#### [WORK ITEM]
Repeat exactly the lines of the entries below from the one with "M179,319l3,14 9,-2 4,20" through the one with "M0,530l520,100", both ends included, and nothing else.

#### [DATA FOR REVIEW]
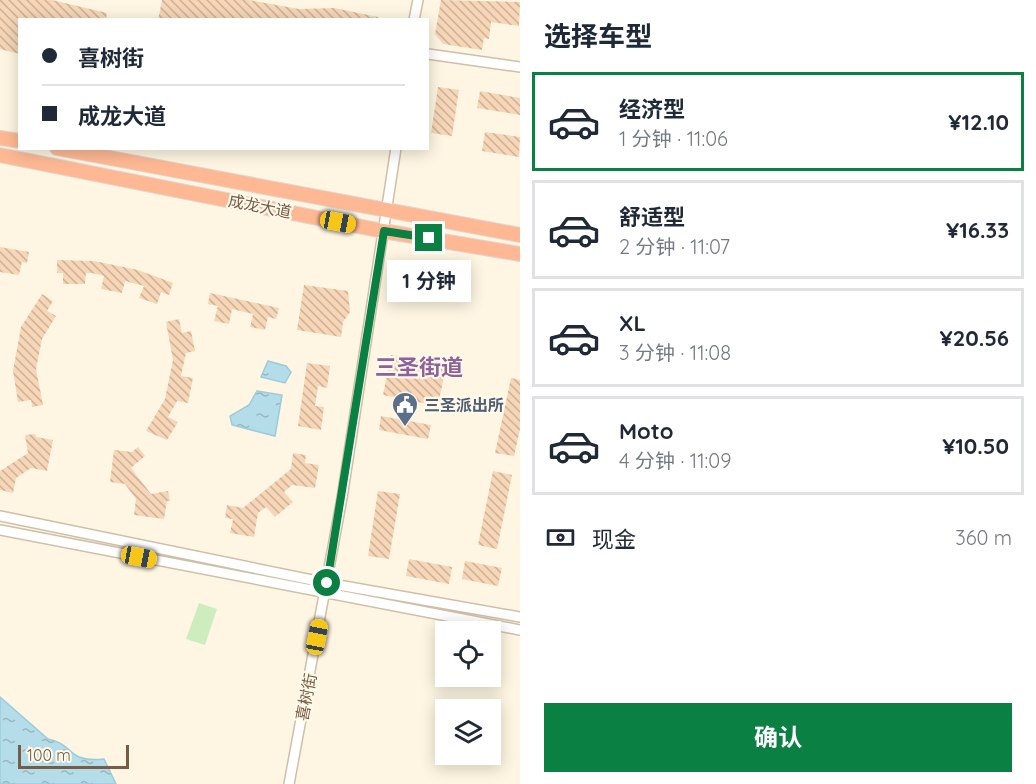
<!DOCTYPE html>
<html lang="zh">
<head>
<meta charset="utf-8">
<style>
  body { margin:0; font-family:Quicksand,"Noto Sans SC",sans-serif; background:#f6f6f7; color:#1f2937; height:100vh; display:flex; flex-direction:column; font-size:22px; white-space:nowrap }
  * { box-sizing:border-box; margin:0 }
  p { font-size:20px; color:#747a83 }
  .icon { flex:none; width:33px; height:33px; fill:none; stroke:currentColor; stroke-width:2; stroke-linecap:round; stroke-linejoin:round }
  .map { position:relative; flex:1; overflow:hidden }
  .sheet { display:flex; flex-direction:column; background:#fff; width:516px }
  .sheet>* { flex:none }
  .guide { position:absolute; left:18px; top:18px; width:411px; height:132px; border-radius:0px; box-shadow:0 3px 15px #0003; display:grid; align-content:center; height:132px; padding:0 24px; background:#fff }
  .buttons { position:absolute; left:435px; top:621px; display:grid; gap:12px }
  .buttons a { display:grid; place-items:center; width:66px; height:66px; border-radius:0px; background:#fff; box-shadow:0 3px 15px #0003; font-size:30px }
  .scale { position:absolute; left:18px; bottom:15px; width:111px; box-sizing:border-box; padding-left:6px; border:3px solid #785d46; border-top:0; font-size:16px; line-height:21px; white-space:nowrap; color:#785d46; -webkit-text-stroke:4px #fff9ea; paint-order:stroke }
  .end { position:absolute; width:27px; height:27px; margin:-14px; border:8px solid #0b8043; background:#fff; box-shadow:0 0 0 3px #fff }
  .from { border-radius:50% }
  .bubble { position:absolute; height:42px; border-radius:0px; background:#fff; box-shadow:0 3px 15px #0003; font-size:20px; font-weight:700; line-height:42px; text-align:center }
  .car { position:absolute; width:18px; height:36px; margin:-18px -9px; border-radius:8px; box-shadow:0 0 4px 2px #0007; background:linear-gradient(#f5c518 24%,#345 0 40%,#f5c518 0 76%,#345 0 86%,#f5c518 0) }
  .guide b { display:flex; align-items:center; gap:21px; height:57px; font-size:22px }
  .guide b+b { border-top:2px solid #e0e1e3 }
  .guide i { width:15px; height:15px; background:#1f2937 }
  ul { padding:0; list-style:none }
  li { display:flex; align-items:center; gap:18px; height:99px; margin:0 12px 9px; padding:0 12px; border:3px solid #e0e1e3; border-radius:0px }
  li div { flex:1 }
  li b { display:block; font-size:22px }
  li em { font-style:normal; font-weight:700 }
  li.selected { border-color:#0b8043 }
  li>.icon { width:54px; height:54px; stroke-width:1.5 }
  h2 { padding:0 24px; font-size:27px; line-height:72px }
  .pay { display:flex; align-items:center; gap:15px; height:66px; padding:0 24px; font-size:22px }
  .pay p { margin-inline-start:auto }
  .cta { display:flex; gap:12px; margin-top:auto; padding:12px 24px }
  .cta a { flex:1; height:69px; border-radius:0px; background:#0b8043; color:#fff; font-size:24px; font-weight:700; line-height:69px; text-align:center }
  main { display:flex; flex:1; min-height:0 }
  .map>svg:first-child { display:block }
</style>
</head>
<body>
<main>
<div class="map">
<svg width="520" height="784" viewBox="0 0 520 784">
  <defs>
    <pattern id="water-ripples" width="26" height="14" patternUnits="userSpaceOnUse" patternTransform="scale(1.5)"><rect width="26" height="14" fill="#b5dde9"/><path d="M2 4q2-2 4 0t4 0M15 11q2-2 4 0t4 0" fill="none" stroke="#98b6bf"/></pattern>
    <pattern id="building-back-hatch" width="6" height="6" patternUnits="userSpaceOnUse" patternTransform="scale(1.5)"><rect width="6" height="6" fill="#f6d6b7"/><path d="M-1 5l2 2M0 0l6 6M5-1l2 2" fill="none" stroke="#ccb197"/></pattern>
  </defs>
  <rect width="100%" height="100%" fill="#fef6e2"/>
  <path fill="#ceedbf" d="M199,603l18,6 -12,36 -19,-6z"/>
  <path fill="url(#water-ripples)" stroke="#9accdc" stroke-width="1.5" d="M268,361l18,5 5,6 -6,11 -24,-6z
    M257,391l25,4 -7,41 -43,-11 -2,-9 19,-11z
    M0,697l48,42c27,5 18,24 56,20l12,25h-116z"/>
  <path fill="url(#building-back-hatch)" d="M0,0h52l55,13 -1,7h-86v34l-20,-5z
    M162,0h87l50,9 35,-1 44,9v3h-220z
    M441,0l79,2 -1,24 -28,-4 -2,17 -5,-1 -2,12 -39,-6 -8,-10z
    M438,87l21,3 -7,46 -21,-3z
    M480,91l40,7v17l-43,-7z
    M485,132l35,5 -1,20 -37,-6z
    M0,247l29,5 -2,11 -5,-1 -3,13 -19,-3z
    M57,260l37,1 44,9 35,13 -4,12 -8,-3 -4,12 -18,-6 5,-12 -19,-5 -3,12 -21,-4 3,-13 -12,-3h-6l-1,11h-22v-11h-6z
    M304,285l44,6 2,21 -7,10 -2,15 -44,-7z
    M210,293l69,15 -3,11 -8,-2 -3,13 -15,-3 3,-13 -21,-5 -3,15 -15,-3 4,-15 -10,-2z
    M42,294l11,7 -6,10 9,5 -14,23 -6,30 7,36 -11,2 -1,-7 -13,2 -5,-31 8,-44z
    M179,319l3,14 9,-2 4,20 -9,2 -5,23 12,2 -5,25 -11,-2 -9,16 10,5 -11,18 -21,-9 19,-32 8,-39 -7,-38z
    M391,355l55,11 -8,40 -55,-11z
    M307,363l23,3 -3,22 -9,-2 -3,20 9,1 -3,23 -23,-4z
    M511,378l9,2v49l-6,27 -19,-3z
    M381,416l50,9 -3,14 -49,-9z
    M35,434l1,3 17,3 -6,31 -16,-3 -15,10 -3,15 -13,-3v-19l28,-18 -3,-18z
    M138,447l7,9 -14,12 20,26 17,-3 2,10h-3l-3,18 -30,-4 2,-16 -11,-15 -15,-2 4,-32 18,2z
    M293,453l13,2 -1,8 14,2 -4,23 -23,-3 -8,7 9,10 -18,15 -9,-10 -8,6 -4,24 -24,-4 3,-14 -8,-1 2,-13 16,3 48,-39z
    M493,471l19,4 -15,74 -19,-4z
    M378,491l22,3 -11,65 -21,-3z
    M409,559l43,8 -3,17 -43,-8z
    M465,561l37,7 -4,18 -36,-7z"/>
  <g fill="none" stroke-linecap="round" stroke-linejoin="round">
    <defs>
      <path id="minor" d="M414,20l4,-20
        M428,54l92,13
        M0,516l327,67 193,34
        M0,530l520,100
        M289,784l53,-286 54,-350"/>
      <path id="highway" d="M0,138l20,3
        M57,148l463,87
        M0,155l383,76 137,23"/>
    </defs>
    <use href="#minor" stroke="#d0bea8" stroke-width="12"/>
    <use href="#highway" stroke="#dfd8d3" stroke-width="16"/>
    <use href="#minor" stroke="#fff" stroke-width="9"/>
    <use href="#highway" stroke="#feb994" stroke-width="14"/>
  </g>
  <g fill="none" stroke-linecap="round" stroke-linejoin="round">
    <path stroke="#0b8043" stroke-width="8" d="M327,583l57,-352 45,7"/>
  </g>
  <defs>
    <symbol id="civic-pin" viewBox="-11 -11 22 30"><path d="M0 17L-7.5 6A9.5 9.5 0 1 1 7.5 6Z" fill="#5c6f8a" stroke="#fff9ea"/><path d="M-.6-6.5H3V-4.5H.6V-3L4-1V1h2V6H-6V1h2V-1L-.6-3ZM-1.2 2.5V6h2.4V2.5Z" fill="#fff"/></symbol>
  </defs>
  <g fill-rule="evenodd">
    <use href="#civic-pin" x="390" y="390" width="30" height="40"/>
  </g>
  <g text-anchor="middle" stroke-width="4.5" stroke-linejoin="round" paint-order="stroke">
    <g font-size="16" fill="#785d46" stroke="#fff9ea">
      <text transform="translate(260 206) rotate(11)" y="6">成龙大道</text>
      <text transform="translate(306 697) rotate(-79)" y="6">喜树街</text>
    </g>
    <g font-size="16" font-weight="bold" fill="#4e5e75" stroke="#fff9ea" text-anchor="start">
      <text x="424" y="411">三圣派出所</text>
    </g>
    <g font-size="22" font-weight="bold" fill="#8e619c" stroke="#fff9ea">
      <text x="419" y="375">三圣街道</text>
    </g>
  </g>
</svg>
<div class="buttons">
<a><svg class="icon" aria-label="locate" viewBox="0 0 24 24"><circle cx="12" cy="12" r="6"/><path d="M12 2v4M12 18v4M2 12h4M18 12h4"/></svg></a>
<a><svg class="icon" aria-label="layers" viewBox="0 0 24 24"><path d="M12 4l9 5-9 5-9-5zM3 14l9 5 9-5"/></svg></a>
</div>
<div class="scale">100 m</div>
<i class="end from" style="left:327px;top:583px"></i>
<i class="end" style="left:429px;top:238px"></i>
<div class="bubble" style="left:387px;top:260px;width:84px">1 分钟</div>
<i class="car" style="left:338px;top:222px;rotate:101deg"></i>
<i class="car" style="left:139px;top:557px;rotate:101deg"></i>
<i class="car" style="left:317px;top:637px;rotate:11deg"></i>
<div class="guide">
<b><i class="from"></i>喜树街</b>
<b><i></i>成龙大道</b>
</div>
</div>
<section class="sheet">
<h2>选择车型</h2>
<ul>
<li class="selected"><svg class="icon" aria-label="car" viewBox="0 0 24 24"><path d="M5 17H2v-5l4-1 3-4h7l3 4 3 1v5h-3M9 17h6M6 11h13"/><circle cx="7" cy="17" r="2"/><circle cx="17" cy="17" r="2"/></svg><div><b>经济型</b><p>1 分钟 · 11:06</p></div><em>¥12.10</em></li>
<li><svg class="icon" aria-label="car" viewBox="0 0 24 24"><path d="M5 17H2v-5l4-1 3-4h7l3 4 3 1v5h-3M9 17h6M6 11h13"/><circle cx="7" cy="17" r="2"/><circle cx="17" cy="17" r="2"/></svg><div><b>舒适型</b><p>2 分钟 · 11:07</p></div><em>¥16.33</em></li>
<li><svg class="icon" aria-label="car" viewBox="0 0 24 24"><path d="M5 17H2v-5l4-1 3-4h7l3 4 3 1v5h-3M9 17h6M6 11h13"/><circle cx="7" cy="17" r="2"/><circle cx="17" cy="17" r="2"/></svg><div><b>XL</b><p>3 分钟 · 11:08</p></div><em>¥20.56</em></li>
<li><svg class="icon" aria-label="car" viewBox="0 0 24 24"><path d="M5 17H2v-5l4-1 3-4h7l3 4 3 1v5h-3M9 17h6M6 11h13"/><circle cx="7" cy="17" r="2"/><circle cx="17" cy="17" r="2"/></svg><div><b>Moto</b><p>4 分钟 · 11:09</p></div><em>¥10.50</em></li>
</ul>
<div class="pay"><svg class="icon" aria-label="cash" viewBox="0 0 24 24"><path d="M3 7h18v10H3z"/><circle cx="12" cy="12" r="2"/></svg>现金<p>360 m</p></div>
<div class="cta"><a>确认</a></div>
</section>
</main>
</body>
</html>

#### [ANSWER AREA]
    M179,319l3,14 9,-2 4,20 -9,2 -5,23 12,2 -5,25 -11,-2 -9,16 10,5 -11,18 -21,-9 19,-32 8,-39 -7,-38z
    M391,355l55,11 -8,40 -55,-11z
    M307,363l23,3 -3,22 -9,-2 -3,20 9,1 -3,23 -23,-4z
    M511,378l9,2v49l-6,27 -19,-3z
    M381,416l50,9 -3,14 -49,-9z
    M35,434l1,3 17,3 -6,31 -16,-3 -15,10 -3,15 -13,-3v-19l28,-18 -3,-18z
    M138,447l7,9 -14,12 20,26 17,-3 2,10h-3l-3,18 -30,-4 2,-16 -11,-15 -15,-2 4,-32 18,2z
    M293,453l13,2 -1,8 14,2 -4,23 -23,-3 -8,7 9,10 -18,15 -9,-10 -8,6 -4,24 -24,-4 3,-14 -8,-1 2,-13 16,3 48,-39z
    M493,471l19,4 -15,74 -19,-4z
    M378,491l22,3 -11,65 -21,-3z
    M409,559l43,8 -3,17 -43,-8z
    M465,561l37,7 -4,18 -36,-7z"/>
  <g fill="none" stroke-linecap="round" stroke-linejoin="round">
    <defs>
      <path id="minor" d="M414,20l4,-20
        M428,54l92,13
        M0,516l327,67 193,34
        M0,530l520,100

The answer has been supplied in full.